R – Meu nome é Deborah Santos Martins, eu nasci dia 10 de julho de 1994, em Alcobaça, no extremo sul da Bahia.
P/1 – E te contaram como foi o dia do seu nascimento?
R – Sim! Caótico! Muito trovão, muita chuva, nasci naquele inverno, naquele borogodó. E o hospital da minha cidade, era bem precário, ainda não é um hospital babadeiro, mas é um hospital decente, já tem gerador. Na época não tinha, então faltou energia na hora que eu tava nascendo. Eu nasci às 10:30 da noite. E o médico que ia fazer o parto da minha mãe, ele analisou a situação e falou bom essa menina não vai nascer agora e simplesmente saiu, era plantão dele, ele foi, sei lá, comer um lanche em algum lugar. Quando ele voltou eu já tinha nascido, estava bem plena. A sorte é que tinha uma enfermeira lá, e inclusive ela é prima da minha mãe. Em cidade pequena é assim, a pessoa é enfermeira, ela é técnica, ela é professora, ela é parente, enfim. Ela é prima da minha mãe, foi minha professora de matemática, enfim. E aí ela ajudou nesse minha chegada. E foi isso!
P/1 – E você sabe por que você se chama Deborah?
R – Sei! Deborah na verdade ia ser o nome da minha mãe, o nome dela ia ser Débora Valéria, uma combinação belíssima, igual arroz e goiabada. E o meu avô foi registrar, só que ele tava um pouco alterado alcoolicamente e esqueceu que o nome ia ser Déborah Valéria, e aí ele lembrou de Seres, que era o nome da madrinha dele, um nome nada convencional e colocou o nome da minha mãe de Seres. E aí ela ficou meio que remoendo aquilo e falou: não, algum filho meu vai ser chamar Deborah. E acabou sendo eu.
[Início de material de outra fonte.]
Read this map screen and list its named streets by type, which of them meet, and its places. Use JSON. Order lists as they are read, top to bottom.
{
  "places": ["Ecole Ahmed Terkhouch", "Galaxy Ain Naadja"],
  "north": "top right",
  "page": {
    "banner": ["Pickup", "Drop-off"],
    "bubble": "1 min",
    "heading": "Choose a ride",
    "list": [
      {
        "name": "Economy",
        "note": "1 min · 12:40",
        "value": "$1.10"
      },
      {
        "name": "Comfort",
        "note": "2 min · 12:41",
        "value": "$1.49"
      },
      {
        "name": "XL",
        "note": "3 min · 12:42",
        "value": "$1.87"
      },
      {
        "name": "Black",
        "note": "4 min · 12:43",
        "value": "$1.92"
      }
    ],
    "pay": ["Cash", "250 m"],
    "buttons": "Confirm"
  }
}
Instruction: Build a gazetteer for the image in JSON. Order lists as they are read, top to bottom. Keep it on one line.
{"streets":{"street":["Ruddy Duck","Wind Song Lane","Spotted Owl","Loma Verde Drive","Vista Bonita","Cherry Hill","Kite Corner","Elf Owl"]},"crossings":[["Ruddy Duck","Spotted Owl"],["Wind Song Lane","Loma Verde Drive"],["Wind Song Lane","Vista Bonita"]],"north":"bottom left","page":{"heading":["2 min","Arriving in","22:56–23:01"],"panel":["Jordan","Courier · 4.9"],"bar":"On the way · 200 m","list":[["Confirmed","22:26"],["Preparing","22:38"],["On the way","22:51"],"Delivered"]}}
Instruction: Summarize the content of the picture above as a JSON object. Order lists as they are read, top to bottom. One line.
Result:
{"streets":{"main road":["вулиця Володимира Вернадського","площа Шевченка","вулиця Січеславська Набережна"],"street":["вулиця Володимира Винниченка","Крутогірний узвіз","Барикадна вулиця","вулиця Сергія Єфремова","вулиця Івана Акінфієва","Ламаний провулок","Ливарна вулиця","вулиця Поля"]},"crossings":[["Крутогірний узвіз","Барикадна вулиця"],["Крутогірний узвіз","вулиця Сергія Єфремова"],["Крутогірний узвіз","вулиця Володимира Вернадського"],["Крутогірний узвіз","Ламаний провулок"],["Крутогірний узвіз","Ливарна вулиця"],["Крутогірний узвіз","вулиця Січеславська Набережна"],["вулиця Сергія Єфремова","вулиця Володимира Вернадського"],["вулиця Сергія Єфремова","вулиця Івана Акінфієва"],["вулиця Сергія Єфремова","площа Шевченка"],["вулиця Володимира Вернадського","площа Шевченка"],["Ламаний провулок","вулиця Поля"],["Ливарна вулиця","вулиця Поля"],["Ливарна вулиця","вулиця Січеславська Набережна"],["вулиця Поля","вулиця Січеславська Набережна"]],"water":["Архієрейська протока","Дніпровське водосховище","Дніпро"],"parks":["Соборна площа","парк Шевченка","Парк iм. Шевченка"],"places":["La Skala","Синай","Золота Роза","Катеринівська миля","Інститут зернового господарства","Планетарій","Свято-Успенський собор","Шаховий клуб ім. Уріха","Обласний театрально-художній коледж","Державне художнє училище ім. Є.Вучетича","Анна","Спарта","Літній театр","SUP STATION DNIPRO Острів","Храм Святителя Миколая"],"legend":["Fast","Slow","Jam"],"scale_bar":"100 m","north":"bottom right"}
P/1 – E quais os nomes dos seus pais?
R – Minha mãe é Seres e meu pai é José.
P/1 – E o que eles faziam?
R – Meu pai foi meteorologista da Infraero, por muitos anos, hoje ele é aposentado. Minha mãe foi diretora da APAE também, por bastante tempo, foi professora, coordenadora, enfim. E hoje estão aposentados, morando na beira da praia, vidinha boa, vidinha mais ou menos. É isso!
P/1 – E você sabe como eles se conheceram?
R – Olha, cidade pequena, aquelas! O pai do meu pai, o meu avô, tinha uma farmácia, uma farmacinha assim, bem, bem, assim, aquela farmácia que você vai para comprar uma banana, comprar um coco, comprar um prego, comprar um remédio, enfim, bem farmacinha de cidade pequena. E meu pai trabalhava lá, naturalmente ele ficava lá no balcão e nessas idas e vindas, era a única farmácia da cidade, aí às vezes minha mãe tinha que ir lá, e aí foi isso.
P/1 – Você tem irmãos?
R – Tenho! Dois irmãos mais velhos.
P/1 – Como são os nomes deles? E como era a relação na infância com eles?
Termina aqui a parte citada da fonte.